Background: I am using TFX pipelines with Flink as the runner for Beam (flink session cluster using flink-on-k8s-operator). The Flink cluster has 2 taskmanagers with 16 cores each, and parallelism is set to 32. TFX components call beam.io.ReadFromTFRecord
to load data, passing in a glob file pattern. I have a dataset of TFRecords split across 160 files. When I try to run the component, processing for all 160 files ends up in a single subtask in Flink, i.e. the parallelism is effectively 1. See below images:
I have tried all manner of Beam/Flink options and different versions of Beam/Flink but the behaviour remains the same.

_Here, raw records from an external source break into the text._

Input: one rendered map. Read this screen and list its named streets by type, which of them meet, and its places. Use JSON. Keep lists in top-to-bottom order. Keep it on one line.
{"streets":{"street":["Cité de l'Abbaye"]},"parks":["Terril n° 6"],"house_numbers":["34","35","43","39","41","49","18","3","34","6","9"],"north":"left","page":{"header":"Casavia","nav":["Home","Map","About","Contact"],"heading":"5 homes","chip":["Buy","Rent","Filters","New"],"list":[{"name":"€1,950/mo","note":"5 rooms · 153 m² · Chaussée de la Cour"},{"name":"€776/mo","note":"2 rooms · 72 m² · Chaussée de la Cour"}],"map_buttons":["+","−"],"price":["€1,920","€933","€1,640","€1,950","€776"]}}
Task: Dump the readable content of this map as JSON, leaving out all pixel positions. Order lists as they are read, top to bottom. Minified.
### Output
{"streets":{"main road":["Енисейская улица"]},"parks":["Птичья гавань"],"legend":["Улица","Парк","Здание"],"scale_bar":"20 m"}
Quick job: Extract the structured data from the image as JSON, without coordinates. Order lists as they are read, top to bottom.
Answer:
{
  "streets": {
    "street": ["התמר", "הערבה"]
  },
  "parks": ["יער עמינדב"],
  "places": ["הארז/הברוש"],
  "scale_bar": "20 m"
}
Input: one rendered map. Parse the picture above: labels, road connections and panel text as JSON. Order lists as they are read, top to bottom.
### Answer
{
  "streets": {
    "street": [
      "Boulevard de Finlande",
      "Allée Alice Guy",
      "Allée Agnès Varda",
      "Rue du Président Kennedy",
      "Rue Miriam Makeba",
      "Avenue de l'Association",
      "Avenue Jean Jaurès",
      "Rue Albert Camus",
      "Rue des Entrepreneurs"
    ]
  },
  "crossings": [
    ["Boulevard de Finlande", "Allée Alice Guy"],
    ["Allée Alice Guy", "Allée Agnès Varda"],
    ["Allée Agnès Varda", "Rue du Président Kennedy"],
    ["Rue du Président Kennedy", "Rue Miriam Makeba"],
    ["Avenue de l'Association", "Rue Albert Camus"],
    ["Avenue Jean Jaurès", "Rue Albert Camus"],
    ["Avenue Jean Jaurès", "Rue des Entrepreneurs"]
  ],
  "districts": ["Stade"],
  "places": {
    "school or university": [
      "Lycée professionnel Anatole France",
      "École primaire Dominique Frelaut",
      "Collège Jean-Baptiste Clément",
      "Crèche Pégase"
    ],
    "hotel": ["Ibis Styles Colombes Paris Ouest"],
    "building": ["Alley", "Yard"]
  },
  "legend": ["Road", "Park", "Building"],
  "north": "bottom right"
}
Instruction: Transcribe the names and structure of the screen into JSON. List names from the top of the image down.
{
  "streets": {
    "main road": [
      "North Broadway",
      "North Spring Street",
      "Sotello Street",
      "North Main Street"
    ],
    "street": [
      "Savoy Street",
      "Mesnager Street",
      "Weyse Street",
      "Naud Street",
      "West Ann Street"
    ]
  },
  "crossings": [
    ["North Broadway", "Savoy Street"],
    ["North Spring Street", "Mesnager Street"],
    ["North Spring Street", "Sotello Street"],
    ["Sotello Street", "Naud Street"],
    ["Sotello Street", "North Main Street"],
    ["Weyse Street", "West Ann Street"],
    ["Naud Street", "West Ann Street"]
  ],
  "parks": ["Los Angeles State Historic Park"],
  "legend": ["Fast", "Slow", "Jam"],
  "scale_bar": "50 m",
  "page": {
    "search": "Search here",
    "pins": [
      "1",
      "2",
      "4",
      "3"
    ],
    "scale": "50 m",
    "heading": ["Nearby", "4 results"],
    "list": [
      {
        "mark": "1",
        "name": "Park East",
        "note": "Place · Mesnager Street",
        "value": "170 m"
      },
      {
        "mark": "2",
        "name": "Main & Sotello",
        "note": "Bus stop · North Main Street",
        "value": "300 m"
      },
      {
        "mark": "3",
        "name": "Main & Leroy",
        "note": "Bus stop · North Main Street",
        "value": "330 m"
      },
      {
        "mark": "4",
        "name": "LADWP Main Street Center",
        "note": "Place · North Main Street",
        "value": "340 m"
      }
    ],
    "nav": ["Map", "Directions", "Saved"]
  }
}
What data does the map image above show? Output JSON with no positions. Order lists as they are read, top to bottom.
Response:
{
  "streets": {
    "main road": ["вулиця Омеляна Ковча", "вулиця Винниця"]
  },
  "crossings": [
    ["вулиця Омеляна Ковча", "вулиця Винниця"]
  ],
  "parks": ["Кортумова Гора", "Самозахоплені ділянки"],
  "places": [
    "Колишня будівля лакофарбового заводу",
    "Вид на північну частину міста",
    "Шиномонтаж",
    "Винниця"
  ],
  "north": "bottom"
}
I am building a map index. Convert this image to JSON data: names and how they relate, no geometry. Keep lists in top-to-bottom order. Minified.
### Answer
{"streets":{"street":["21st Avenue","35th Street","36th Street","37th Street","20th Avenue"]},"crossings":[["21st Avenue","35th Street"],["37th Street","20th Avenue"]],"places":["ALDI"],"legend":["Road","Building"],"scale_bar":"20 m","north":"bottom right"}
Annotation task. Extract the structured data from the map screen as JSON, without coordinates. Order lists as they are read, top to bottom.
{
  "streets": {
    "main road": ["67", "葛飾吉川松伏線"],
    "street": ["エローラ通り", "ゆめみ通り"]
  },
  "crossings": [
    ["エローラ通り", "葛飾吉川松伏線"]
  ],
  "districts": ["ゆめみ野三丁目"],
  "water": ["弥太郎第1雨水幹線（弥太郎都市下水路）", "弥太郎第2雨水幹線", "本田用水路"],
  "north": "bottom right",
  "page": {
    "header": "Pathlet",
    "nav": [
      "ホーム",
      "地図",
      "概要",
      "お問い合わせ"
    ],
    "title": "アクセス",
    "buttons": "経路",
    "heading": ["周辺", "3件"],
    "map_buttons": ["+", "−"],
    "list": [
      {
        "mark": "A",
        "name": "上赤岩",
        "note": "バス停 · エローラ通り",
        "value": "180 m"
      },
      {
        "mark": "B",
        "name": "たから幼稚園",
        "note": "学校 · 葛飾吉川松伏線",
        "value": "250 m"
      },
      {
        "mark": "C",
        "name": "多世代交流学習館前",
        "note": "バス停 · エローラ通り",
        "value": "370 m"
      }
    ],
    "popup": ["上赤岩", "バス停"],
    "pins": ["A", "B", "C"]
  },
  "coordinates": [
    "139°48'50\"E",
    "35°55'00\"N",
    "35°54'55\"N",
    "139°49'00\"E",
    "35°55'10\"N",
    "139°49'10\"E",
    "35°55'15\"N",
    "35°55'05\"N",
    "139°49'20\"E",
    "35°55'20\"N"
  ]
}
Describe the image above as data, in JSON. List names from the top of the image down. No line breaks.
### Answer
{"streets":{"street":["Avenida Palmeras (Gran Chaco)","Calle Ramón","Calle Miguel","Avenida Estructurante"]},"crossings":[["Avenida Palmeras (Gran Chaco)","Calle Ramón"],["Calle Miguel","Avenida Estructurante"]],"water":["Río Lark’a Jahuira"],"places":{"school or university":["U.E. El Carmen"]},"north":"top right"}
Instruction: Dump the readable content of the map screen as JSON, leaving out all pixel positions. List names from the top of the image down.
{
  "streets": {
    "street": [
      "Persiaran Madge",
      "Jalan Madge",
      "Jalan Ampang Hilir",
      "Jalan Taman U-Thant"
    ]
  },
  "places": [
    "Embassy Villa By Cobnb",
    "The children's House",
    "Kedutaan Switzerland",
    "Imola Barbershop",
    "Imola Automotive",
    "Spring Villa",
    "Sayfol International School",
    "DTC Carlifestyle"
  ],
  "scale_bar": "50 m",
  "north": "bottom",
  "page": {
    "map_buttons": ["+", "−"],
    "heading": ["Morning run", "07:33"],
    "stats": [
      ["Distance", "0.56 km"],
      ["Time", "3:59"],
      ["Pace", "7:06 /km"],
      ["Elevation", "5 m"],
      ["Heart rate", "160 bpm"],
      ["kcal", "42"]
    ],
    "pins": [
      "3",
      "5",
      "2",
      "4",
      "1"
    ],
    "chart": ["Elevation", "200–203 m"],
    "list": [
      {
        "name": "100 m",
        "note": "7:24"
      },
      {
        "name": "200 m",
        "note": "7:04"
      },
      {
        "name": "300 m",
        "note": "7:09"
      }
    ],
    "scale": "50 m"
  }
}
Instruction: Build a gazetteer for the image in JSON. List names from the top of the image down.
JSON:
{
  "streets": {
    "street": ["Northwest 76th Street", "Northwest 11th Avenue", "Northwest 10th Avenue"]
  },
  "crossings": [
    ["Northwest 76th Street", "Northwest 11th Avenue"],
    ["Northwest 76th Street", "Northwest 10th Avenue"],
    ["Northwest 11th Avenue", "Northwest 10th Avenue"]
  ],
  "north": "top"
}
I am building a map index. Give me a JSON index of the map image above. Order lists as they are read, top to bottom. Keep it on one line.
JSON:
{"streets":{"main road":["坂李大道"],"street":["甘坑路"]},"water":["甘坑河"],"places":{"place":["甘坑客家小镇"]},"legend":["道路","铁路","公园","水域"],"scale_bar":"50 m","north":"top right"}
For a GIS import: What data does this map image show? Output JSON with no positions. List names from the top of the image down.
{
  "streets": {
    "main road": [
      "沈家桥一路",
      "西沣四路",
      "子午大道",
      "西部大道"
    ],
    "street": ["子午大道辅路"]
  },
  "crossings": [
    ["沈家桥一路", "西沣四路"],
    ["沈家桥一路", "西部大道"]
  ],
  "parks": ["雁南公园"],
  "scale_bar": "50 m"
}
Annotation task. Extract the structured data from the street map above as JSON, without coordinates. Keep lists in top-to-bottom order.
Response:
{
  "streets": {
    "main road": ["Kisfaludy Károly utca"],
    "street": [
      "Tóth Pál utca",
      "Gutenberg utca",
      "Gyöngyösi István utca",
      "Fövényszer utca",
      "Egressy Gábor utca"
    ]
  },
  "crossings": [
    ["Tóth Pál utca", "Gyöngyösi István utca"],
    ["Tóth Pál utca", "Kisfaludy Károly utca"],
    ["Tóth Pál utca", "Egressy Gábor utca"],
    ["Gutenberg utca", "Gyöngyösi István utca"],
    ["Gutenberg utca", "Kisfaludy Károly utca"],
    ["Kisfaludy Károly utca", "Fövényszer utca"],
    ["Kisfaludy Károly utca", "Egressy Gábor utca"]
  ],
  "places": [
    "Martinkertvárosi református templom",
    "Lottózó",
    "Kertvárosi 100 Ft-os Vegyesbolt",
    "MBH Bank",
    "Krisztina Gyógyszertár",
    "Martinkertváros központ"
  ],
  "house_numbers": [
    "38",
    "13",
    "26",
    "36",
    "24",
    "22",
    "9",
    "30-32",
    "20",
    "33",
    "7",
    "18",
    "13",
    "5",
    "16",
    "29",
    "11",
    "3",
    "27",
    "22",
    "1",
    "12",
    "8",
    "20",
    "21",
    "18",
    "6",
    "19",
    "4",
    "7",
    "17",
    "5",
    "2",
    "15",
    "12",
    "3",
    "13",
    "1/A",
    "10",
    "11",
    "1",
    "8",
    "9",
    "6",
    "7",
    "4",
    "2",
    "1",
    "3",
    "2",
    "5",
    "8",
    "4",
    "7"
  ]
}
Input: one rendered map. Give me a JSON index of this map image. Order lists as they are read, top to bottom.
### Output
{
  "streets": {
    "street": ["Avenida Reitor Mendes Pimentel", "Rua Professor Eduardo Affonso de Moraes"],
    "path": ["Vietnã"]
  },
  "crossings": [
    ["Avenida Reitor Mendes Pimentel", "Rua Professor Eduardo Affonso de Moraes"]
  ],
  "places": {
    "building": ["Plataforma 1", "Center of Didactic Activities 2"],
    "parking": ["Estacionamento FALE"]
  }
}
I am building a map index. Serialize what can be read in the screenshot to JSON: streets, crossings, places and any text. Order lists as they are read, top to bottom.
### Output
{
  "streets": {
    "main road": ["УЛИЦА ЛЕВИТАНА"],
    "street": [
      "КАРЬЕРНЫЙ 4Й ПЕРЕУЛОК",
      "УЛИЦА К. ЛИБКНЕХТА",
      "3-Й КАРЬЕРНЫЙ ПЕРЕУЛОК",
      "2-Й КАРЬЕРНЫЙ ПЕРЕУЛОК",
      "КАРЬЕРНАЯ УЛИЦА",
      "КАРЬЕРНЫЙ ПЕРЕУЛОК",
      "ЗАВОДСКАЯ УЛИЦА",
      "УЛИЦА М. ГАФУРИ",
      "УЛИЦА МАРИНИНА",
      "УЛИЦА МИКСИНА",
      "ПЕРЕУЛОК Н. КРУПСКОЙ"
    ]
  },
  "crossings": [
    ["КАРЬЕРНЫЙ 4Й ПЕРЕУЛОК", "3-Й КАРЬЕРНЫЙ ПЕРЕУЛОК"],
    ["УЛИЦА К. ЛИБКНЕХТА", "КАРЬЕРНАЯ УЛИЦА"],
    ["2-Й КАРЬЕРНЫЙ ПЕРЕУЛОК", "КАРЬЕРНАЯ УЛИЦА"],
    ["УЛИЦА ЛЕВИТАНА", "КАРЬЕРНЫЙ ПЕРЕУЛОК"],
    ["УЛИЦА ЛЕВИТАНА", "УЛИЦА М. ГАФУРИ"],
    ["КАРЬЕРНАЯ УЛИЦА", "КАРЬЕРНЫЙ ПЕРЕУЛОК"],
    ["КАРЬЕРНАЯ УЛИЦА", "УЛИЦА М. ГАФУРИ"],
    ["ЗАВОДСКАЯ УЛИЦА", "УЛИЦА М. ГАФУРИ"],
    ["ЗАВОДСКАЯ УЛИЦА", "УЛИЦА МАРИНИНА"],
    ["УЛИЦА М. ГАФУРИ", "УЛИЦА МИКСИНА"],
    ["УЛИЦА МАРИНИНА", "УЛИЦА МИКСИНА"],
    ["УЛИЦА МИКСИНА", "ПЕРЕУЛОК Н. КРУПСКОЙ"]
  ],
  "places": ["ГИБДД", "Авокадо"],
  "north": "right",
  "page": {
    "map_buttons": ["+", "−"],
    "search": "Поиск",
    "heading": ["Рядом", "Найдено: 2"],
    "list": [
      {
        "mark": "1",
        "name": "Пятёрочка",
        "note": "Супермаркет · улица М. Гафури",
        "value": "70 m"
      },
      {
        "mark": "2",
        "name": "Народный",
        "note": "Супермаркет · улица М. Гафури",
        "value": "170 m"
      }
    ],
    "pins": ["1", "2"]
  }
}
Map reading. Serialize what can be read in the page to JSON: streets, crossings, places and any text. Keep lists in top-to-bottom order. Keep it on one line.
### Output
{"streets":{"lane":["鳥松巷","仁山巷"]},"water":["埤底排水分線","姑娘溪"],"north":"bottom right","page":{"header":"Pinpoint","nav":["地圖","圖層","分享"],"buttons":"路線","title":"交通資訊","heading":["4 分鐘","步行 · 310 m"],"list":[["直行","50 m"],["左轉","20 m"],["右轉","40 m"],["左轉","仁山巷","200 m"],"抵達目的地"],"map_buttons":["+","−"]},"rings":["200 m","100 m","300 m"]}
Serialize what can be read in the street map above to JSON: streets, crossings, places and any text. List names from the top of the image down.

Furthermore, the behaviour affects anything that uses apache_beam.io.iobase.SDFBoundedSourceReader
, e.g. apache_beam.io.parquetio.ReadFromParquet
also has the same issue. Is there some obscure setting in my configuration, or is this a bug with the Flink runner? I have also searched far and wide across the internet and can't find any mentions of this issue, other than suggestions of using beam.Reshuffle
which doesn't help.
It seems that that the obscure setting I was missing was --experiments=pre_optimize=all
in the Beam pipeline options. This results in the following code being run and a RESHUFFLE
being included in the Splittable DoFn expansion: https://github.com/apache/beam/blob/v2.32.0/sdks/python/apache_beam/runners/portability/fn_api_runner/translations.py#L1433
For those reading this in the future, this worked with Beam 2.32.0 and Flink 1.13.2 -- this is no doubt going to change at some point so this answer may no longer be relevant.